La 1.ª Bienal Climática reunirá en Avilés a más de cuarenta artistas nacionales e internacionales en torno a ecología, industria y territorio. Durante cien días, la ciudad acogerá exposiciones, performances y proyectos participativos.
La Bienal Climática: Arte, Industria y Territorio transformará Avilés en uno de los focos culturales de 2026. Bajo el lema Ensayar lo Inesperado, más de cuarenta artistas y colectivos abordarán del 12 de junio al 20 de septiembre cuestiones como extractivismo, transición energética o crisis ecológica a través de exposiciones, performances y proyectos públicos desplegados por trece espacios de la ciudad. Concebida como una plataforma de creación, investigación y participación, la Bienal propone nuevas formas de pensar las transformaciones contemporáneas.

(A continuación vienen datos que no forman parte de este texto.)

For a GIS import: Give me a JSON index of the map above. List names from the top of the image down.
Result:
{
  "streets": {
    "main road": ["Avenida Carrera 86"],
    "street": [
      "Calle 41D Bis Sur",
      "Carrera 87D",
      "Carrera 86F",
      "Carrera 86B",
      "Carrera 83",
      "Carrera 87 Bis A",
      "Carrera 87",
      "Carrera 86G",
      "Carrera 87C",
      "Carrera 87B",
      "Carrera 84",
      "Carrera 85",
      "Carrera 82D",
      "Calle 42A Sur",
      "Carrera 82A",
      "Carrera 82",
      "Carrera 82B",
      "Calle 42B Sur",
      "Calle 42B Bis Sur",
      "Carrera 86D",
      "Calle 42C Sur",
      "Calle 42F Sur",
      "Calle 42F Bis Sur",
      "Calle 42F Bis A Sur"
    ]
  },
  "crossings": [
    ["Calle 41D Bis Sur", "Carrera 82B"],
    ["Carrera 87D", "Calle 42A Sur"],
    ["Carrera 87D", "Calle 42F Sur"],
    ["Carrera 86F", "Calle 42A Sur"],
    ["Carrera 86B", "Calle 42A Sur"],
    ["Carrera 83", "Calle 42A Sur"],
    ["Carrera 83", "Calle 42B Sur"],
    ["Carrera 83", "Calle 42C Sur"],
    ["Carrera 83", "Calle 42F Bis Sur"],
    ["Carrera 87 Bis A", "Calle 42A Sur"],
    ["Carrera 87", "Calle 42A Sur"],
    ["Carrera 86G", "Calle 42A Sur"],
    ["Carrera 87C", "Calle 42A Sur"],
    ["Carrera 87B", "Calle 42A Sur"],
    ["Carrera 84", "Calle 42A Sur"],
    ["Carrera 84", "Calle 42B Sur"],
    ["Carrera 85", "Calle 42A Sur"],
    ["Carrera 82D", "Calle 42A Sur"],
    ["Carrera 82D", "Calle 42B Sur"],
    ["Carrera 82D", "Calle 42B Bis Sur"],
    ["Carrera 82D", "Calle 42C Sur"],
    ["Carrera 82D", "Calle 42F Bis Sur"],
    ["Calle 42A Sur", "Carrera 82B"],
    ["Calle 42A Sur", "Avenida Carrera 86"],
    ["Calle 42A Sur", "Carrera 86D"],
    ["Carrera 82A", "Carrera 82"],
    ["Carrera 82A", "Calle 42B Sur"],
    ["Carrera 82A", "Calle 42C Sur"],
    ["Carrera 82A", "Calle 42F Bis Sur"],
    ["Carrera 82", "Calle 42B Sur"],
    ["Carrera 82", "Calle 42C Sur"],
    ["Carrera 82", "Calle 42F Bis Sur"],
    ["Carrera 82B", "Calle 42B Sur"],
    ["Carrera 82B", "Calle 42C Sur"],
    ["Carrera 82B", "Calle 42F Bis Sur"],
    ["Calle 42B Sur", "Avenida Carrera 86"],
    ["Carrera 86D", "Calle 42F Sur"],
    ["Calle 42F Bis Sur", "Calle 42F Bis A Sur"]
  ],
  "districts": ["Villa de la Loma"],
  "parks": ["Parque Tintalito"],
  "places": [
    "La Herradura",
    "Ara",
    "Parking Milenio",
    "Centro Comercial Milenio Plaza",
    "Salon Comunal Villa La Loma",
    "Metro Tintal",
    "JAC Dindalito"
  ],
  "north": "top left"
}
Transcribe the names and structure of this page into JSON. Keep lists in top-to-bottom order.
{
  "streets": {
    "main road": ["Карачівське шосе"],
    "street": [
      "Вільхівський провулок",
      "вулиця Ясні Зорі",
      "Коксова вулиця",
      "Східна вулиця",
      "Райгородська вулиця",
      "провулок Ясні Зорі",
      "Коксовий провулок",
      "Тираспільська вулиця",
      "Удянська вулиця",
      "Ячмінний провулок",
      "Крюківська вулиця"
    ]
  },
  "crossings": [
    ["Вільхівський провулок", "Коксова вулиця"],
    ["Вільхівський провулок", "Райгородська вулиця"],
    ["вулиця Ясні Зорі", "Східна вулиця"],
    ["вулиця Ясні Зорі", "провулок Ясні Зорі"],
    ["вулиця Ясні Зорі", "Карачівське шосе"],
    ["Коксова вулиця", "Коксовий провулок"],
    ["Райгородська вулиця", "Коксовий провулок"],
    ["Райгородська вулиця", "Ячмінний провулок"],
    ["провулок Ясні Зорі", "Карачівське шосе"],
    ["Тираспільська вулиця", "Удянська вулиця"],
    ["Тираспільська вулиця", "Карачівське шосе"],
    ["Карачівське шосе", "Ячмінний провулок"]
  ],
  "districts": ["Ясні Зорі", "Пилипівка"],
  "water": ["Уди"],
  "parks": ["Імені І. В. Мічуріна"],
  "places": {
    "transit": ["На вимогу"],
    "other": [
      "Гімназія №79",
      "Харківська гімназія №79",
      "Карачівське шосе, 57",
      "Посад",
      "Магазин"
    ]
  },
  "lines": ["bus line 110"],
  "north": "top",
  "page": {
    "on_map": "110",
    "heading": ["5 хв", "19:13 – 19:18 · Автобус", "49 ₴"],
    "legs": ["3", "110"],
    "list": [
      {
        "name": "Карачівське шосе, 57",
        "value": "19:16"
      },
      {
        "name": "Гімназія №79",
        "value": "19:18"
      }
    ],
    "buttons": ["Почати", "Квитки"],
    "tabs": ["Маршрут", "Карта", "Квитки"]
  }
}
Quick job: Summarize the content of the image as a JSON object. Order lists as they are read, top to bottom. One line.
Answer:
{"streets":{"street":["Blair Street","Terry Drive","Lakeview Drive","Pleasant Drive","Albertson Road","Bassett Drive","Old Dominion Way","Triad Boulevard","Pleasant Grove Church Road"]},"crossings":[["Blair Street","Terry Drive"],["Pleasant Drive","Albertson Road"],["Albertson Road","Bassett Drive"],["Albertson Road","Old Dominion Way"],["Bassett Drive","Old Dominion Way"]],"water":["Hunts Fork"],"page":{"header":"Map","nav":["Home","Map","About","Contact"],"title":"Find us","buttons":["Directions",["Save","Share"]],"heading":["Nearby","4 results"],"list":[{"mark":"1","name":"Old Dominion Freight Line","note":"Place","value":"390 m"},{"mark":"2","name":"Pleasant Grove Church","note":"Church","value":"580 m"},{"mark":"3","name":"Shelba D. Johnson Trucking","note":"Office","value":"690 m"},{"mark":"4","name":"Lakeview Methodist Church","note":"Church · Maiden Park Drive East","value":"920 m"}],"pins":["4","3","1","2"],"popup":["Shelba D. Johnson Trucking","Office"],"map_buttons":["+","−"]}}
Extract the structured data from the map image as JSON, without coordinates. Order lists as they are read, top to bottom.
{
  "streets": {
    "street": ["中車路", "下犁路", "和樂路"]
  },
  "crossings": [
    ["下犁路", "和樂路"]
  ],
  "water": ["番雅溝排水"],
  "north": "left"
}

Imagen superior: Rotor Studio. Artefacto Aula Móvil. 2026
Priyageetha Dia Lament H.E.A.T. 2023
La ciudad como recorrido expositivo
La crisis climática ha dejado de ser únicamente un tema de representación dentro del arte contemporáneo para convertirse en un campo de investigación, producción y acción colectiva. En los últimos años, cada vez más artistas trabajan desde cuestiones vinculadas al extractivismo, las ecologías más-que-humanas, la transformación de los paisajes industriales, las migraciones climáticas o la relación entre ciencia, tecnología y territorio. Lejos de abordar estos temas desde discursos ilustrativos o puramente simbólicos, muchas de estas prácticas entienden el arte como una herramienta capaz de activar nuevas formas de percepción, pensamiento y participación social.
© Nico Rodríguez. Avilés
Es en este marco surge la primera edición de la Bienal Climática: Arte, Industria y Territorio, un ambicioso programa que convertirá Avilés y su entorno en un espacio expandido de creación contemporánea, memoria industrial y reflexión ecosocial. Bajo el lema Ensayar lo inesperado, la Bienal reunirá del 12 de junio al 20 de septiembre a más de cuarenta artistas y colectivos nacionales e internacionales en una programación que desplegará exposiciones, performances, recorridos territoriales, cine, radio, talleres, laboratorios ciudadanos y encuentros públicos distribuidos por trece espacios de la ciudad asturiana.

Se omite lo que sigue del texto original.